Collected data:
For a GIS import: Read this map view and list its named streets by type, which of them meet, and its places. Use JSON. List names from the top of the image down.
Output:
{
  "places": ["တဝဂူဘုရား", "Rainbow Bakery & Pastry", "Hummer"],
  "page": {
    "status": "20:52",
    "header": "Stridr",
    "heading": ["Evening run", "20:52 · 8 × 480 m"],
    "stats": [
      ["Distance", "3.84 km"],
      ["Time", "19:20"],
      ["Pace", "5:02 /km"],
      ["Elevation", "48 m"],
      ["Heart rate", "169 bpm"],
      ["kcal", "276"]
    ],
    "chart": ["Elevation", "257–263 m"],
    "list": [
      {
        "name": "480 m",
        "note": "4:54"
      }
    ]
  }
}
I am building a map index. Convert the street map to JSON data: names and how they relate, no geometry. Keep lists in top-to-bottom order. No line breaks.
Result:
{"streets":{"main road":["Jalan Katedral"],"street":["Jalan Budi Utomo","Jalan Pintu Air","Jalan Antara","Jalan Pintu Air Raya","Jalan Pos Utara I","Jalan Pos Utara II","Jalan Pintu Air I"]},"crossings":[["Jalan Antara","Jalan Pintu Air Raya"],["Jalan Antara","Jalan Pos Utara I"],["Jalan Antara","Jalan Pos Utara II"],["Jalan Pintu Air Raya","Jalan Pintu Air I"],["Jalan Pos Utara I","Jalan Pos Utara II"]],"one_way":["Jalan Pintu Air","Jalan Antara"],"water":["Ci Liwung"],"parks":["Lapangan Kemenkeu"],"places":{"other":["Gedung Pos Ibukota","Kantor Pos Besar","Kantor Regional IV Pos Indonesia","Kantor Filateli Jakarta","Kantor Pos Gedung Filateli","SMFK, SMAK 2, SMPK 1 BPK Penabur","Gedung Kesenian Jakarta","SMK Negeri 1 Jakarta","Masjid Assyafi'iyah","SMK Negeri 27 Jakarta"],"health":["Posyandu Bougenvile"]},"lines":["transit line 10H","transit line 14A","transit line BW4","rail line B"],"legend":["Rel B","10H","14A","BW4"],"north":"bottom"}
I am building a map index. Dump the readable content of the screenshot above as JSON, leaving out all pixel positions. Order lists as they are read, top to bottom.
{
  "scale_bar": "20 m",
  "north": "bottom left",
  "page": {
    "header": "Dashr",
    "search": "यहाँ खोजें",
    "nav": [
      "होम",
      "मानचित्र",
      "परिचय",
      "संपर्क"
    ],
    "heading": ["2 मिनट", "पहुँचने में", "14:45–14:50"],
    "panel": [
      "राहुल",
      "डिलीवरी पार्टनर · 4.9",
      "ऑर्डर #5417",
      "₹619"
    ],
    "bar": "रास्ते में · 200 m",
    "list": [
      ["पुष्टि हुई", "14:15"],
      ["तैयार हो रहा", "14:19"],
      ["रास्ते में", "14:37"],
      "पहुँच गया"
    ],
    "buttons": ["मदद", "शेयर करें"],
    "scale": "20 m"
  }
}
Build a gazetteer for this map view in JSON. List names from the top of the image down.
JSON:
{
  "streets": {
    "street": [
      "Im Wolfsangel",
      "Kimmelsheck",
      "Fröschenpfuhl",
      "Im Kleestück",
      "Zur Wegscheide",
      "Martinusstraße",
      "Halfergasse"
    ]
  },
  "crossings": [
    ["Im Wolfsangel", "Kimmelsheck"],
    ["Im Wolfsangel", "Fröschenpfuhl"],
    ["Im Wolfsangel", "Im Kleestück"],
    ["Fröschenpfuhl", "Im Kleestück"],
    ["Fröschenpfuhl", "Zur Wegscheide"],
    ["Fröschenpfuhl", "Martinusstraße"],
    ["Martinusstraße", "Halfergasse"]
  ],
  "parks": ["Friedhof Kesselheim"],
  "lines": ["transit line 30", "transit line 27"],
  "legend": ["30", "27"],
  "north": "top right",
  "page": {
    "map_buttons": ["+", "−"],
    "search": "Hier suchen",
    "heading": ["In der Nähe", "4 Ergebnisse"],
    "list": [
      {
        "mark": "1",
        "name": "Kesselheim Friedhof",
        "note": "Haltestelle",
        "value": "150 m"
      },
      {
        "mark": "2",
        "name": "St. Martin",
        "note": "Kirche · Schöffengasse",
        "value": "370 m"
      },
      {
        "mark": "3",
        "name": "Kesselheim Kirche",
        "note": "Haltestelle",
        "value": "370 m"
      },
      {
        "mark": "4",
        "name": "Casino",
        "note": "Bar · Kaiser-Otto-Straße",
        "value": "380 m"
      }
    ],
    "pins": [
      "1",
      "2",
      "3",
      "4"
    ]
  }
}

ABOUT THIS EXERCISE:
Your answer must be the full set of entries, copied exactly.

WRITTEN RESPONSE:
For a GIS import: Read this map view and list its named streets by type, which of them meet, and its places. Use JSON. List names from the top of the image down.
Output:
{
  "places": ["တဝဂူဘုရား", "Rainbow Bakery & Pastry", "Hummer"],
  "page": {
    "status": "20:52",
    "header": "Stridr",
    "heading": ["Evening run", "20:52 · 8 × 480 m"],
    "stats": [
      ["Distance", "3.84 km"],
      ["Time", "19:20"],
      ["Pace", "5:02 /km"],
      ["Elevation", "48 m"],
      ["Heart rate", "169 bpm"],
      ["kcal", "276"]
    ],
    "chart": ["Elevation", "257–263 m"],
    "list": [
      {
        "name": "480 m",
        "note": "4:54"
      }
    ]
  }
}
I am building a map index. Convert the street map to JSON data: names and how they relate, no geometry. Keep lists in top-to-bottom order. No line breaks.
Result:
{"streets":{"main road":["Jalan Katedral"],"street":["Jalan Budi Utomo","Jalan Pintu Air","Jalan Antara","Jalan Pintu Air Raya","Jalan Pos Utara I","Jalan Pos Utara II","Jalan Pintu Air I"]},"crossings":[["Jalan Antara","Jalan Pintu Air Raya"],["Jalan Antara","Jalan Pos Utara I"],["Jalan Antara","Jalan Pos Utara II"],["Jalan Pintu Air Raya","Jalan Pintu Air I"],["Jalan Pos Utara I","Jalan Pos Utara II"]],"one_way":["Jalan Pintu Air","Jalan Antara"],"water":["Ci Liwung"],"parks":["Lapangan Kemenkeu"],"places":{"other":["Gedung Pos Ibukota","Kantor Pos Besar","Kantor Regional IV Pos Indonesia","Kantor Filateli Jakarta","Kantor Pos Gedung Filateli","SMFK, SMAK 2, SMPK 1 BPK Penabur","Gedung Kesenian Jakarta","SMK Negeri 1 Jakarta","Masjid Assyafi'iyah","SMK Negeri 27 Jakarta"],"health":["Posyandu Bougenvile"]},"lines":["transit line 10H","transit line 14A","transit line BW4","rail line B"],"legend":["Rel B","10H","14A","BW4"],"north":"bottom"}
I am building a map index. Dump the readable content of the screenshot above as JSON, leaving out all pixel positions. Order lists as they are read, top to bottom.
{
  "scale_bar": "20 m",
  "north": "bottom left",
  "page": {
    "header": "Dashr",
    "search": "यहाँ खोजें",
    "nav": [
      "होम",
      "मानचित्र",
      "परिचय",
      "संपर्क"
    ],
    "heading": ["2 मिनट", "पहुँचने में", "14:45–14:50"],
    "panel": [
      "राहुल",
      "डिलीवरी पार्टनर · 4.9",
      "ऑर्डर #5417",
      "₹619"
    ],
    "bar": "रास्ते में · 200 m",
    "list": [
      ["पुष्टि हुई", "14:15"],
      ["तैयार हो रहा", "14:19"],
      ["रास्ते में", "14:37"],
      "पहुँच गया"
    ],
    "buttons": ["मदद", "शेयर करें"],
    "scale": "20 m"
  }
}
Build a gazetteer for this map view in JSON. List names from the top of the image down.
JSON:
{
  "streets": {
    "street": [
      "Im Wolfsangel",
      "Kimmelsheck",
      "Fröschenpfuhl",
      "Im Kleestück",
      "Zur Wegscheide",
      "Martinusstraße",
      "Halfergasse"
    ]
  },
  "crossings": [
    ["Im Wolfsangel", "Kimmelsheck"],
    ["Im Wolfsangel", "Fröschenpfuhl"],
    ["Im Wolfsangel", "Im Kleestück"],
    ["Fröschenpfuhl", "Im Kleestück"],
    ["Fröschenpfuhl", "Zur Wegscheide"],
    ["Fröschenpfuhl", "Martinusstraße"],
    ["Martinusstraße", "Halfergasse"]
  ],
  "parks": ["Friedhof Kesselheim"],
  "lines": ["transit line 30", "transit line 27"],
  "legend": ["30", "27"],
  "north": "top right",
  "page": {
    "map_buttons": ["+", "−"],
    "search": "Hier suchen",
    "heading": ["In der Nähe", "4 Ergebnisse"],
    "list": [
      {
        "mark": "1",
        "name": "Kesselheim Friedhof",
        "note": "Haltestelle",
        "value": "150 m"
      },
      {
        "mark": "2",
        "name": "St. Martin",
        "note": "Kirche · Schöffengasse",
        "value": "370 m"
      },
      {
        "mark": "3",
        "name": "Kesselheim Kirche",
        "note": "Haltestelle",
        "value": "370 m"
      },
      {
        "mark": "4",
        "name": "Casino",
        "note": "Bar · Kaiser-Otto-Straße",
        "value": "380 m"
      }
    ],
    "pins": [
      "1",
      "2",
      "3",
      "4"
    ]
  }
}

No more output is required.